What you will do ▸ This exercise asks for a copy of each line in the records below with the word "rows" in it.

Source data ▸

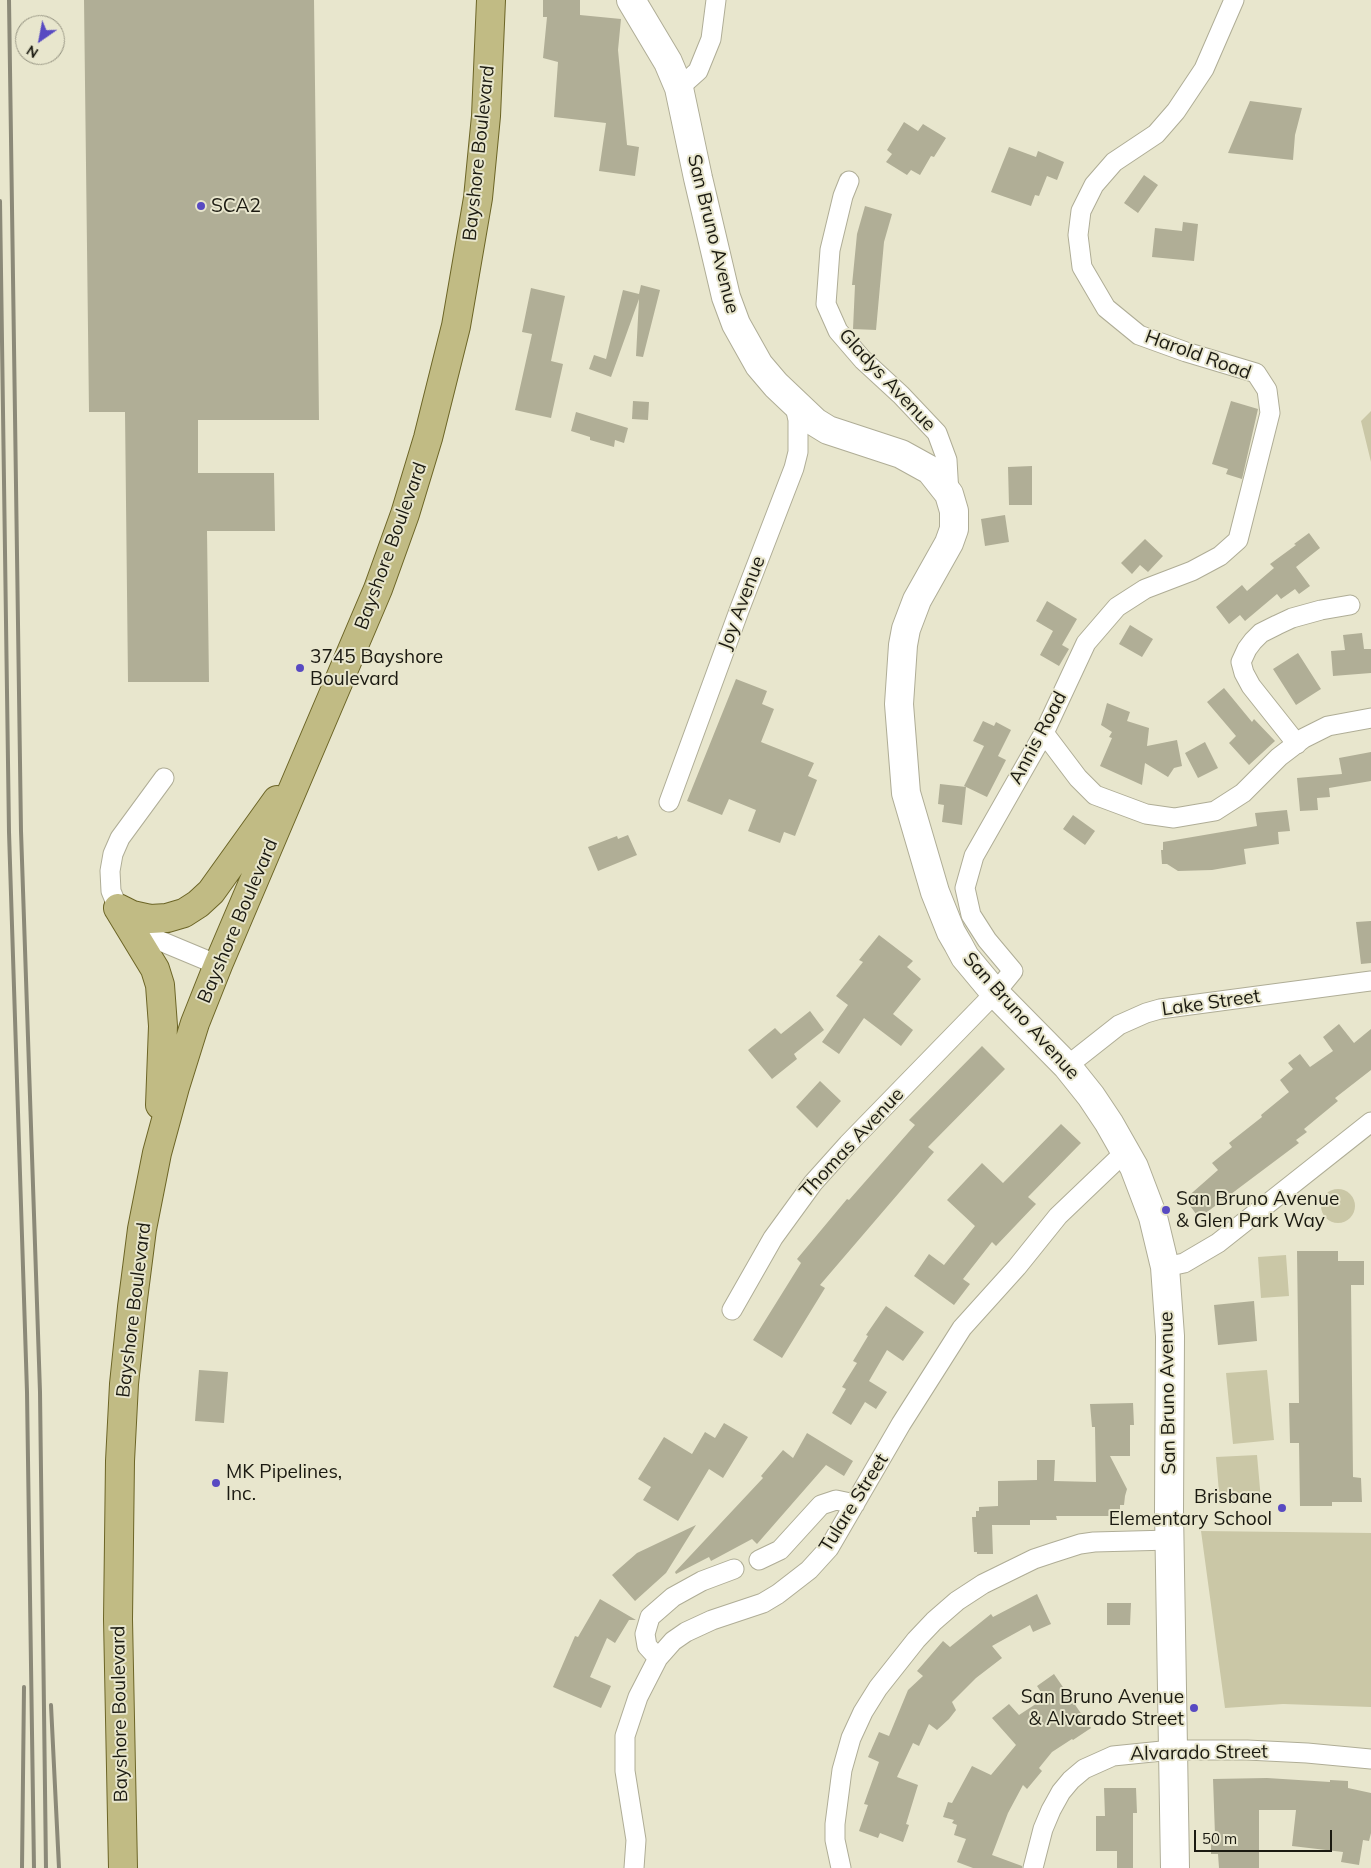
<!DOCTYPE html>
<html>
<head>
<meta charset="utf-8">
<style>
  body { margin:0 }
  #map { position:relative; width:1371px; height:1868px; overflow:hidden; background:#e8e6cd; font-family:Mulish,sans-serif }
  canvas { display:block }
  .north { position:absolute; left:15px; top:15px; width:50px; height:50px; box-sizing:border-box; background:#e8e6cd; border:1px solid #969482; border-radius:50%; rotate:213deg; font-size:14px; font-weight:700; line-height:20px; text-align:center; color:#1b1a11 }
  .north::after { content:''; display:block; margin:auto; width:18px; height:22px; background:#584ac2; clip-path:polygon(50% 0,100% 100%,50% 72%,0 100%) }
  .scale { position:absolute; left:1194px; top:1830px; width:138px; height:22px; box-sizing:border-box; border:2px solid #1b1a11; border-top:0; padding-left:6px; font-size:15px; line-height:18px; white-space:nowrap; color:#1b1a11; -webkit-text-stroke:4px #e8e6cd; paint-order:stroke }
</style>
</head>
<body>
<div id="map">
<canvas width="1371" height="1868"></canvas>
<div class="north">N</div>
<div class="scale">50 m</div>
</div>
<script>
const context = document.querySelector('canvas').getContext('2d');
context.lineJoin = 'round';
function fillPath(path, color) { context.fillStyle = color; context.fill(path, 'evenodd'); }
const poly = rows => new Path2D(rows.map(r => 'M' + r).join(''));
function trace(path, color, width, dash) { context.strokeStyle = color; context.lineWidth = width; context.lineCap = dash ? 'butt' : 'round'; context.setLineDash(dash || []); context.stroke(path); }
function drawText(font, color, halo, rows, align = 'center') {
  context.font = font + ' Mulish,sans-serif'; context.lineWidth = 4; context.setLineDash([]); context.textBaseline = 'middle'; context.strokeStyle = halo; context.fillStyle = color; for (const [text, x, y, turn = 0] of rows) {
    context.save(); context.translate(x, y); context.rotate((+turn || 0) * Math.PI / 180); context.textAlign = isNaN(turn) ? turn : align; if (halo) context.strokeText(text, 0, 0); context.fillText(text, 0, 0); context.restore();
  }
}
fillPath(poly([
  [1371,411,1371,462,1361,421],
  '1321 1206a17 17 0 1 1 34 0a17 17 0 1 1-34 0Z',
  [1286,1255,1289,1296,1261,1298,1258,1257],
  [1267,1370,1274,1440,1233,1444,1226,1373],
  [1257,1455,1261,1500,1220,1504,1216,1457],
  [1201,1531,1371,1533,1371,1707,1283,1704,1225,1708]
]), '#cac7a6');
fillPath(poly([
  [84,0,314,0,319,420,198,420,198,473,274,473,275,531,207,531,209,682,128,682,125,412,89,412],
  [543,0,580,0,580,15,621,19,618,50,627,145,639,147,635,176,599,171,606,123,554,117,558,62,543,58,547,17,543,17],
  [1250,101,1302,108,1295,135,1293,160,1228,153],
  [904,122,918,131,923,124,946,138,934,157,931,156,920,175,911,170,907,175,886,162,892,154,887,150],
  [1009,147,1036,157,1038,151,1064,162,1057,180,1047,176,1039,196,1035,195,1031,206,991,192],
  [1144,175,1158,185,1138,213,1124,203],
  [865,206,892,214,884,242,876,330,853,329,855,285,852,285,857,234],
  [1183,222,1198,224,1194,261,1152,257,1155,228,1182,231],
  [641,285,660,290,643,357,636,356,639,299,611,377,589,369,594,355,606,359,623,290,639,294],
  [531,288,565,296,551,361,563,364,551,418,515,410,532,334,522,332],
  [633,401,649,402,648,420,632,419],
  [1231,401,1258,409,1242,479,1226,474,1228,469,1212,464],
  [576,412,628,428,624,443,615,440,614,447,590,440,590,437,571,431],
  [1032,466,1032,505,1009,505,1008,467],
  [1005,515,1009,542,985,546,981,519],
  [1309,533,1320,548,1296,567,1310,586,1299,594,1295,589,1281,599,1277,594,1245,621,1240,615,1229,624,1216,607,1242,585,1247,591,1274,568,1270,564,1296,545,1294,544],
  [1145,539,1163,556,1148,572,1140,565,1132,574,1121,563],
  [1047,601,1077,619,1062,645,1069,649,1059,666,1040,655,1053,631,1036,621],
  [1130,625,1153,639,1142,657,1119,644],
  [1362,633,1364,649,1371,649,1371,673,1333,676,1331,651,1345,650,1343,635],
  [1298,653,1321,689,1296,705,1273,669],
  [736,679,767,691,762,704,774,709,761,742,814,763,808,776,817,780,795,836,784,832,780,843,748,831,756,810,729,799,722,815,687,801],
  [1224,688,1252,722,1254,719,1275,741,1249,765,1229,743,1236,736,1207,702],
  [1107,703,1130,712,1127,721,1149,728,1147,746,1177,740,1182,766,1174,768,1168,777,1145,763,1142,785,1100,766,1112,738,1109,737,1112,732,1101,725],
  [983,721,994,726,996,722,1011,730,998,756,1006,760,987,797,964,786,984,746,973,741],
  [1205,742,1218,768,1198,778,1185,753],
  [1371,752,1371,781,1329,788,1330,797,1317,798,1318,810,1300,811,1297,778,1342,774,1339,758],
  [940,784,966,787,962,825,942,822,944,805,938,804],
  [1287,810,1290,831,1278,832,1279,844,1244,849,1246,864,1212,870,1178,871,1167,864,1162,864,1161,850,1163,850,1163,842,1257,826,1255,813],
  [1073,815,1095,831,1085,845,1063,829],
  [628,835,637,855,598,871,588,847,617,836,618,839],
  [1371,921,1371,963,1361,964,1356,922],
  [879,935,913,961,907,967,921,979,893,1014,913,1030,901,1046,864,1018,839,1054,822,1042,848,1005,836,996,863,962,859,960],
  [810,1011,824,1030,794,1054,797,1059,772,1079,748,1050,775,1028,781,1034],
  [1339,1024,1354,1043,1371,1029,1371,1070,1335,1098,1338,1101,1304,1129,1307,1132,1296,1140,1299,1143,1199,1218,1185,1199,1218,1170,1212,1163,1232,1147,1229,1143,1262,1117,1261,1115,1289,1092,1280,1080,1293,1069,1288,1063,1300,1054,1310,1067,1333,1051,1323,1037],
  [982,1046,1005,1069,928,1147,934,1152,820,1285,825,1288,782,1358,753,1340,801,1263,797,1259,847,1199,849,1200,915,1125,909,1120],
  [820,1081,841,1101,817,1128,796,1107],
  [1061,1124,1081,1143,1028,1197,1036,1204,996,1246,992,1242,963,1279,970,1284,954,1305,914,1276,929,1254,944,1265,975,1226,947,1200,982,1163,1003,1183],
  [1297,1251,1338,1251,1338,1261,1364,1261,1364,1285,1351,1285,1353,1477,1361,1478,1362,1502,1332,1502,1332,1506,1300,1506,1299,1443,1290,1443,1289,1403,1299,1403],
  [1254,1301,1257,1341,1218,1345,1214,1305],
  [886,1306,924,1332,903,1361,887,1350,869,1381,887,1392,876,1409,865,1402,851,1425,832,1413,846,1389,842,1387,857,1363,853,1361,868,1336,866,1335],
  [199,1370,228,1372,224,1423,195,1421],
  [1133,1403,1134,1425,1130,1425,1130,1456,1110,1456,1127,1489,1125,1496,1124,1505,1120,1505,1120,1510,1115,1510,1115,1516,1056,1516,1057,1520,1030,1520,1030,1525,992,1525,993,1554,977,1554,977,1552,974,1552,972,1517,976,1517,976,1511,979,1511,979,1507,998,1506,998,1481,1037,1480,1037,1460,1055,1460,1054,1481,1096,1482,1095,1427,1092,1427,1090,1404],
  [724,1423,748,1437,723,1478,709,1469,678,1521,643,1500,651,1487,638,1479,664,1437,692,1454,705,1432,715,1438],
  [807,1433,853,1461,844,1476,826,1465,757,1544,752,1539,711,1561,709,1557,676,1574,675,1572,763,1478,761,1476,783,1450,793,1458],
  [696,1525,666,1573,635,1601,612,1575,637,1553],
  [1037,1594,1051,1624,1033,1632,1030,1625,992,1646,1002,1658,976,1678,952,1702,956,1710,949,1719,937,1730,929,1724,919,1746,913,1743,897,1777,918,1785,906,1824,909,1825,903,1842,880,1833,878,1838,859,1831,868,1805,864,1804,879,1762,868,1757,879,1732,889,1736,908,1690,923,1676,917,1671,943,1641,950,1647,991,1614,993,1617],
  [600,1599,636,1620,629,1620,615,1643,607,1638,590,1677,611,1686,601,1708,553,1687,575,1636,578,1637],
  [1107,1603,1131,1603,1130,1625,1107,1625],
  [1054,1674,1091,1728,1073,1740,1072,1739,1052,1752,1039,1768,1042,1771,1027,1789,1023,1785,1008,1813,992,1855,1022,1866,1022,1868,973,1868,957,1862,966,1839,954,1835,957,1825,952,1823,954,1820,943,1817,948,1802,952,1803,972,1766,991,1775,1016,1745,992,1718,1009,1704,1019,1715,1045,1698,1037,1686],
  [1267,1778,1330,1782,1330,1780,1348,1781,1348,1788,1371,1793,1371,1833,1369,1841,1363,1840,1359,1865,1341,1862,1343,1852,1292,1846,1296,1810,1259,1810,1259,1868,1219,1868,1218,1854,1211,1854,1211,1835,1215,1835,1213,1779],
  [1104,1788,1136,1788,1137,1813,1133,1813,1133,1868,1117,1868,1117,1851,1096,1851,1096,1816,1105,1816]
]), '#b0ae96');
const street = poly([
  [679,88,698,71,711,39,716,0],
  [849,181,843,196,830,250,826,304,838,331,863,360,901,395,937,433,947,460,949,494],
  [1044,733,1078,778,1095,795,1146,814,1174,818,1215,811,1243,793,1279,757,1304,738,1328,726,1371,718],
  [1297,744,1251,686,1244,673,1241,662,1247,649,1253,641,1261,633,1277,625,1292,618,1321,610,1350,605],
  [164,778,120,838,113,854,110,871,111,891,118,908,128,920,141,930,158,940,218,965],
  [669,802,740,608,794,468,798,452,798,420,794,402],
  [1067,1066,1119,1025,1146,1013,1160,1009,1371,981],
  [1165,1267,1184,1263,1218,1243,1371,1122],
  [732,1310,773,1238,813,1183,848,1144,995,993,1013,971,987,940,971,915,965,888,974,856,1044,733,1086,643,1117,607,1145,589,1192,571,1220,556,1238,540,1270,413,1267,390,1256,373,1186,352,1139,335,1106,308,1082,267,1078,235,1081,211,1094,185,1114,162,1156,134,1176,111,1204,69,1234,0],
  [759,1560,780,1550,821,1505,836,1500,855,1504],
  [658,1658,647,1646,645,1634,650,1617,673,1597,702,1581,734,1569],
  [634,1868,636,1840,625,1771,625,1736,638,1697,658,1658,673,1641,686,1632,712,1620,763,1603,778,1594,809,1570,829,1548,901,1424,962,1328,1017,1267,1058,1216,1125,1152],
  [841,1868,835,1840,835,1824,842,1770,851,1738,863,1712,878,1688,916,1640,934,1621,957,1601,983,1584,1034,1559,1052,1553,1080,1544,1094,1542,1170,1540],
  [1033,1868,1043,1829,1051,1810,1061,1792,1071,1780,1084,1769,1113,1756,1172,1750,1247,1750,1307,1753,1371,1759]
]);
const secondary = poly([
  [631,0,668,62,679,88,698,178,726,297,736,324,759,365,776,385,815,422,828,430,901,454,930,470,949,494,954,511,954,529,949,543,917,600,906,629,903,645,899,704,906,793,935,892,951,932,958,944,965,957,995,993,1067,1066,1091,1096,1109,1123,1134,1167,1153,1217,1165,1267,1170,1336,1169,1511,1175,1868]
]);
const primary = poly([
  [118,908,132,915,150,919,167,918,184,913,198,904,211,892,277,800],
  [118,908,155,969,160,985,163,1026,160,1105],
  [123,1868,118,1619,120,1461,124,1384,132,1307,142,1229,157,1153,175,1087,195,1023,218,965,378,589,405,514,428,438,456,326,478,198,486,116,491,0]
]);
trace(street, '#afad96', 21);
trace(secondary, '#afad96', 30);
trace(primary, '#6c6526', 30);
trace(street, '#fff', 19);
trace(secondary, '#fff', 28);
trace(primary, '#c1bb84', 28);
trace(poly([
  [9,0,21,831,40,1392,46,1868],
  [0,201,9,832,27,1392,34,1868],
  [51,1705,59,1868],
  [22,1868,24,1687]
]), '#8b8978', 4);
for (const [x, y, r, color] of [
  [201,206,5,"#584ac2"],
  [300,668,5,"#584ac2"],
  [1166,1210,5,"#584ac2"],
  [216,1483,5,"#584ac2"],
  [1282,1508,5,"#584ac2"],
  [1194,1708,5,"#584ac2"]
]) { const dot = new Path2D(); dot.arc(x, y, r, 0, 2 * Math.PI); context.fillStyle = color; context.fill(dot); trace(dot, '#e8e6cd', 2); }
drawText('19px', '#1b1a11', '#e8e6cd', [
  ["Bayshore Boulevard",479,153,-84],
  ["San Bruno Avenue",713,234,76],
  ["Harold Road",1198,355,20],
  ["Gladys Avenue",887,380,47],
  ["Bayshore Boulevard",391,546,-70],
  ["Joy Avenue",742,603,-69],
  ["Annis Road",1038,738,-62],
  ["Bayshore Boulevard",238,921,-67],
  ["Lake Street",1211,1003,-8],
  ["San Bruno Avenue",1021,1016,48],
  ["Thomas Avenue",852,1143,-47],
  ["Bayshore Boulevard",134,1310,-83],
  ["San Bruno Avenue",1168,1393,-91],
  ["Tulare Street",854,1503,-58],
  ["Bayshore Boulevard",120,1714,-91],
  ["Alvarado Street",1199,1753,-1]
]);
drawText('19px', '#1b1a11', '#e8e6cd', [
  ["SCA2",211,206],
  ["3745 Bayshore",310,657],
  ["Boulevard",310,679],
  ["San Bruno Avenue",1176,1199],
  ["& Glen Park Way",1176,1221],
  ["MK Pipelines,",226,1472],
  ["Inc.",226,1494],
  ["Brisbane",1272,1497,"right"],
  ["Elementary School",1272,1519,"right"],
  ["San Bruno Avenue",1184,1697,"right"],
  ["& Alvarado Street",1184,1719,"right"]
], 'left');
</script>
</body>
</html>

Answer space ▸
const poly = rows => new Path2D(rows.map(r => 'M' + r).join(''));
function drawText(font, color, halo, rows, align = 'center') {
  context.font = font + ' Mulish,sans-serif'; context.lineWidth = 4; context.setLineDash([]); context.textBaseline = 'middle'; context.strokeStyle = halo; context.fillStyle = color; for (const [text, x, y, turn = 0] of rows) {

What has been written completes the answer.